We got to the song “Hey Good Lookin'”, a song pretty much EVERYBODY has heard of at some point in their lives. My mom started singing and, lo and behold, my grandmother chimed in. I don’t know why that moment blessed me so much, but it did.

Out of all the great things that happened today– seeing my niece Lizzie’s joy in opening her birthday presents, being with family, driving home at night with the windows rolled down– that moment topped them all. In fact, I’d say it has hit the charts with a bullet for one of my favorite moments of 2013.

I guess I love that moment because I was able to slow down to catch that fleeting moment and savor it. I didn’t miss it like I’ve missed so many others because I was too busy looking back in regret or looking ahead with anxiety. I was squarely in that moment and seeing God at work right then and there.

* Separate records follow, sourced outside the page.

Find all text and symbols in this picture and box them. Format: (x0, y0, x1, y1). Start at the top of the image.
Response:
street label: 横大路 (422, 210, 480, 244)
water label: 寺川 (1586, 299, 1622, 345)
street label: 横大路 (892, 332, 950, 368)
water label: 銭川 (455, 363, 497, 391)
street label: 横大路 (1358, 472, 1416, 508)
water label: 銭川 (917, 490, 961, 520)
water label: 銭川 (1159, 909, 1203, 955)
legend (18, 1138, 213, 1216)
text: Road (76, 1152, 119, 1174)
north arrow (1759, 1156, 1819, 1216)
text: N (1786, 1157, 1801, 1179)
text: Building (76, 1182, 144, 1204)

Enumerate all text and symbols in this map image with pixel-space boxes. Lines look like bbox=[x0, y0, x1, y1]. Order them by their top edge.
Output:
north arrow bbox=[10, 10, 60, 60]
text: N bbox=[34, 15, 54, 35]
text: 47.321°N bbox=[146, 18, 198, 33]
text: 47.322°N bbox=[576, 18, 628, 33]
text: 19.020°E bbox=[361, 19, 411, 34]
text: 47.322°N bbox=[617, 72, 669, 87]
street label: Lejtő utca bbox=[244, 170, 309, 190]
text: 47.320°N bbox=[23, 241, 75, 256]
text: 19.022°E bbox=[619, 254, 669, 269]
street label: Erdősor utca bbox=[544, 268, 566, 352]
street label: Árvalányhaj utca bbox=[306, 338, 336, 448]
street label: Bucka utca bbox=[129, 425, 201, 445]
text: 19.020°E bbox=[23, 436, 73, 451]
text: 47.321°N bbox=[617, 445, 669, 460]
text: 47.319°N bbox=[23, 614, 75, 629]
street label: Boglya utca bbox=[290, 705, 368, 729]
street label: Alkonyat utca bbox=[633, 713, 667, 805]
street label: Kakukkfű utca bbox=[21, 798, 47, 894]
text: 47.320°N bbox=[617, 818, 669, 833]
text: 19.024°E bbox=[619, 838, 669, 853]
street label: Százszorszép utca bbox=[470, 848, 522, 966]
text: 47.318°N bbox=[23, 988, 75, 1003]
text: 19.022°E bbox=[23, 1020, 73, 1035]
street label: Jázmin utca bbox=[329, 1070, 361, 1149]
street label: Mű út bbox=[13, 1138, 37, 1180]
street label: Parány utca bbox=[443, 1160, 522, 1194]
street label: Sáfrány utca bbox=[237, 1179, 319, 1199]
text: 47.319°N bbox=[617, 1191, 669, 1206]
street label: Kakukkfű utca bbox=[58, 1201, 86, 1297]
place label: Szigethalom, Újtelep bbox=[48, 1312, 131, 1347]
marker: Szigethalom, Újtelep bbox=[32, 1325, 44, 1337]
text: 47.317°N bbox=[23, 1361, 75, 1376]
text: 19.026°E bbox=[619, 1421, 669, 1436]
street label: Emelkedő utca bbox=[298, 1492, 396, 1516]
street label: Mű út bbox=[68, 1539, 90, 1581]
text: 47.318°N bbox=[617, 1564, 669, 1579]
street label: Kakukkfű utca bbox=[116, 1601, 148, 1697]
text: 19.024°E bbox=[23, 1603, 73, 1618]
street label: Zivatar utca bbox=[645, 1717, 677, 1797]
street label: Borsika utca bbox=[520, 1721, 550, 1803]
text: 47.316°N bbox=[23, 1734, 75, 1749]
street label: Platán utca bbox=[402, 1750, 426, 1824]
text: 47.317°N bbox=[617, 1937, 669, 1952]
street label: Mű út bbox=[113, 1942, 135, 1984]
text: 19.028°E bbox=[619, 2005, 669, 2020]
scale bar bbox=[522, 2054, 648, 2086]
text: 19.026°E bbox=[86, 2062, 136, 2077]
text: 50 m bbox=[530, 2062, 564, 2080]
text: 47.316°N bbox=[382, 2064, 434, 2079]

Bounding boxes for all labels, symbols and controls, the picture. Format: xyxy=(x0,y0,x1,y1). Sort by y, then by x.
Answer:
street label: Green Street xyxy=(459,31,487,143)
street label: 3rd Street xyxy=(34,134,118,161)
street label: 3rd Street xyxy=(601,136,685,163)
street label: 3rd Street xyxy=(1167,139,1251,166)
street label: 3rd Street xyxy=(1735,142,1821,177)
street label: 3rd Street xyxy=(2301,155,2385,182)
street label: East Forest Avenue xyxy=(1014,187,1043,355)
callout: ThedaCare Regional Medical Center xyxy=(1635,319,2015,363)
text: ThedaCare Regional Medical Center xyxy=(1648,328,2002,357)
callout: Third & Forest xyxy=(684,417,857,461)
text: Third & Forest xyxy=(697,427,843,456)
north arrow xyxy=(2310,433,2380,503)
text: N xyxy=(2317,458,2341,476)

My grandmother is 89 and her memory’s not what it used to be. I know she won’t live forever, as much as the 10-year old part of me thinks otherwise. I know no one I love lives forever. At some point, I will have to say goodbye to everything and everyone I love this side of heaven. But that doesn’t mean that I can’t relish in every moment I’m given. It doesn’t mean that I can’t build memories of moments that will carry me through the grief back to the joy.

I love my friends, whether they’re in my life for 15 minutes, 6 months, 2 years, or a lifetime. I know better than to assume every friend will always be my friend and will always be around. I also know that each person, whether family or friend, has left footprints in my heart and residue of their spirit in my soul, so that I am forever changed, more like Jesus, because of knowing them.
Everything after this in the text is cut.